A Adidas obrigou o Santos a pôr preço no próprio tamanho
Com seis anos e presença em cerca de 120 lojas, a proposta expõe o ponto central: a Umbro só cobre a oferta se igualar também a distribuição global.
19 de setembro de 2026

O cheque não conta a história inteira.
A carta vinculante apresentada pela Adidas, revelada pelo UOL em 18 de setembro, fez o Santos encarar uma pergunta que o clube adiou por tempo demais: quanto vale estar disponível para quem já conhece o seu escudo? A proposta prevê seis temporadas a partir de 2028 e produtos oficiais em aproximadamente 120 lojas físicas espalhadas por Brasil, Europa, Estados Unidos e Ásia. Isso não é um enfeite colocado ao lado da oferta financeira. É parte do dinheiro — talvez a parte mais estratégica dele. Segundo o UOL, os valores superam aquilo que vinha sendo discutido antecipadamente para uma renovação com a Umbro, embora as cifras não tenham sido divulgadas.
A fornecedora atual, formalmente comunicada, tem o direito contratual de igualar valores e termos. Pois bem: igualar significa igualar tudo. Se a Umbro cobrir o cheque, mas não reproduzir a distribuição internacional prometida pela concorrente, terá empatado apenas a coluna mais fácil da planilha. Loja física gera venda, exposição, hábito de consumo e presença cultural. Camisa que não chega ao torcedor estrangeiro não vira receita; vira imagem salva no celular e frustração no carrinho de compra.

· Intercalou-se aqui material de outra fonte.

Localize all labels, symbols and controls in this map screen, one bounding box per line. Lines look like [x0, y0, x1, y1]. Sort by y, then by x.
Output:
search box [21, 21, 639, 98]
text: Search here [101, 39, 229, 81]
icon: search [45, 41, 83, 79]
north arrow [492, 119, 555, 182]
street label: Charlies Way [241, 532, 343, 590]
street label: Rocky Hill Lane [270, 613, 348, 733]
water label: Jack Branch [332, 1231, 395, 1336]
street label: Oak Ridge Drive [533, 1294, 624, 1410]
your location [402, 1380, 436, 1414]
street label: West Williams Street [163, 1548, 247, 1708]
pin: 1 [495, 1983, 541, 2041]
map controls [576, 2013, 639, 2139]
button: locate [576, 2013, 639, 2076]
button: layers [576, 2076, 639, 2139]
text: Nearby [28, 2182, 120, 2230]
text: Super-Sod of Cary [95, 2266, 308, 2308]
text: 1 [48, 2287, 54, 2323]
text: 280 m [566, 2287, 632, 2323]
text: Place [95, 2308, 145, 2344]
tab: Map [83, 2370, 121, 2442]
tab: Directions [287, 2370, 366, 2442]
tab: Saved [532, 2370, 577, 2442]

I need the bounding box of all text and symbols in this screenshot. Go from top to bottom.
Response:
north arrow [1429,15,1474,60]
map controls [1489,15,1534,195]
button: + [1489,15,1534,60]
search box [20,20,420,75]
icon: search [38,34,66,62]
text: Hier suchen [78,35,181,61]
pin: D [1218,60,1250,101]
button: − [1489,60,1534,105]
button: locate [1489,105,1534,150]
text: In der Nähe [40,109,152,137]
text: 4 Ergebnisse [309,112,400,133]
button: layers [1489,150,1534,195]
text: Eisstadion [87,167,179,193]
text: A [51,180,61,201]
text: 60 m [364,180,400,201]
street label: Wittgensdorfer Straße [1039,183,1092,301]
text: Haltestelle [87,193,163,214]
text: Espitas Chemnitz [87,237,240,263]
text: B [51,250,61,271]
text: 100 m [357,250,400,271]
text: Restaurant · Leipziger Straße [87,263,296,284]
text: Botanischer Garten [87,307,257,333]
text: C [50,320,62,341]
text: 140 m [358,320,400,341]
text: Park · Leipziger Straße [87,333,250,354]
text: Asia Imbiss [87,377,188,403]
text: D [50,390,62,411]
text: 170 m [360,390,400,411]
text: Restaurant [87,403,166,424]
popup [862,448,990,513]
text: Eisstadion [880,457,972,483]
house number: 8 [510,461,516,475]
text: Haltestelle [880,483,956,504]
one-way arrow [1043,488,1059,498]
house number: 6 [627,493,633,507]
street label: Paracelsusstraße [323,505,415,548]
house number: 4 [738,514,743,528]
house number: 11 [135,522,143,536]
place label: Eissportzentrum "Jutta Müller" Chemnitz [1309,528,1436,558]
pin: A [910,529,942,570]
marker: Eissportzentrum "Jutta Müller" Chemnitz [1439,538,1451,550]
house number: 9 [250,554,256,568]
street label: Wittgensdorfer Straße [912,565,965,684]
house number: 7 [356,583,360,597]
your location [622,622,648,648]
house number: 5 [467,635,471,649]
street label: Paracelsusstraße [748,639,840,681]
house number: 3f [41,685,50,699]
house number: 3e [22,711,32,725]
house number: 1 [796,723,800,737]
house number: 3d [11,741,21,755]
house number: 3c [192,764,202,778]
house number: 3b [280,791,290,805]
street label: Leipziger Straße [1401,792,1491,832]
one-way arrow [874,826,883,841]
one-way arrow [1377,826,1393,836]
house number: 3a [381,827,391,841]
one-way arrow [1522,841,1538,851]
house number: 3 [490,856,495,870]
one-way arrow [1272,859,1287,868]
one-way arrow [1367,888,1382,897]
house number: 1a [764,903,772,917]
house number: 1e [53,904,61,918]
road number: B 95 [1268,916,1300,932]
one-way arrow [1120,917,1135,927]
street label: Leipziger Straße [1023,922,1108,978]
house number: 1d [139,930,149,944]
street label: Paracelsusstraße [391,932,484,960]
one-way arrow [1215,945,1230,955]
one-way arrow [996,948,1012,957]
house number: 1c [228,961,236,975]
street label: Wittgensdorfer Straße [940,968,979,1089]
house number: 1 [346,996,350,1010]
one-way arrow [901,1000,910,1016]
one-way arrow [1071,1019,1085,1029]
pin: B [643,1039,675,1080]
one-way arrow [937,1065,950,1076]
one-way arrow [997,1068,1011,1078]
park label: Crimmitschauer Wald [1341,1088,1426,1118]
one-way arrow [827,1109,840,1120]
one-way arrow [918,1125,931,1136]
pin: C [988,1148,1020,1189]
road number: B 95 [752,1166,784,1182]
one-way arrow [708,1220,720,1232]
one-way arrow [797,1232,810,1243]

Um clube mundialmente reconhecido não pode continuar operando como se o planeta acabasse depois do pedágio da Imigrantes.
A Gazeta Esportiva registrou no dia 19 que existe negociação, mas ainda não há acordo fechado, cautela importante diante da euforia natural causada pelo nome Adidas. Também não existe motivo racional para atropelar o calendário: o vínculo com a Umbro termina em dezembro de 2027, e uma ruptura antecipada obrigaria o Santos a pagar multa. A largada em 2028 obedece ainda à indústria, já que Adidas e Nike fecham produção e distribuição com cerca de 18 meses de antecedência, enquanto o prazo operacional da Umbro gira em torno de seis. Não é lentidão; é planejamento.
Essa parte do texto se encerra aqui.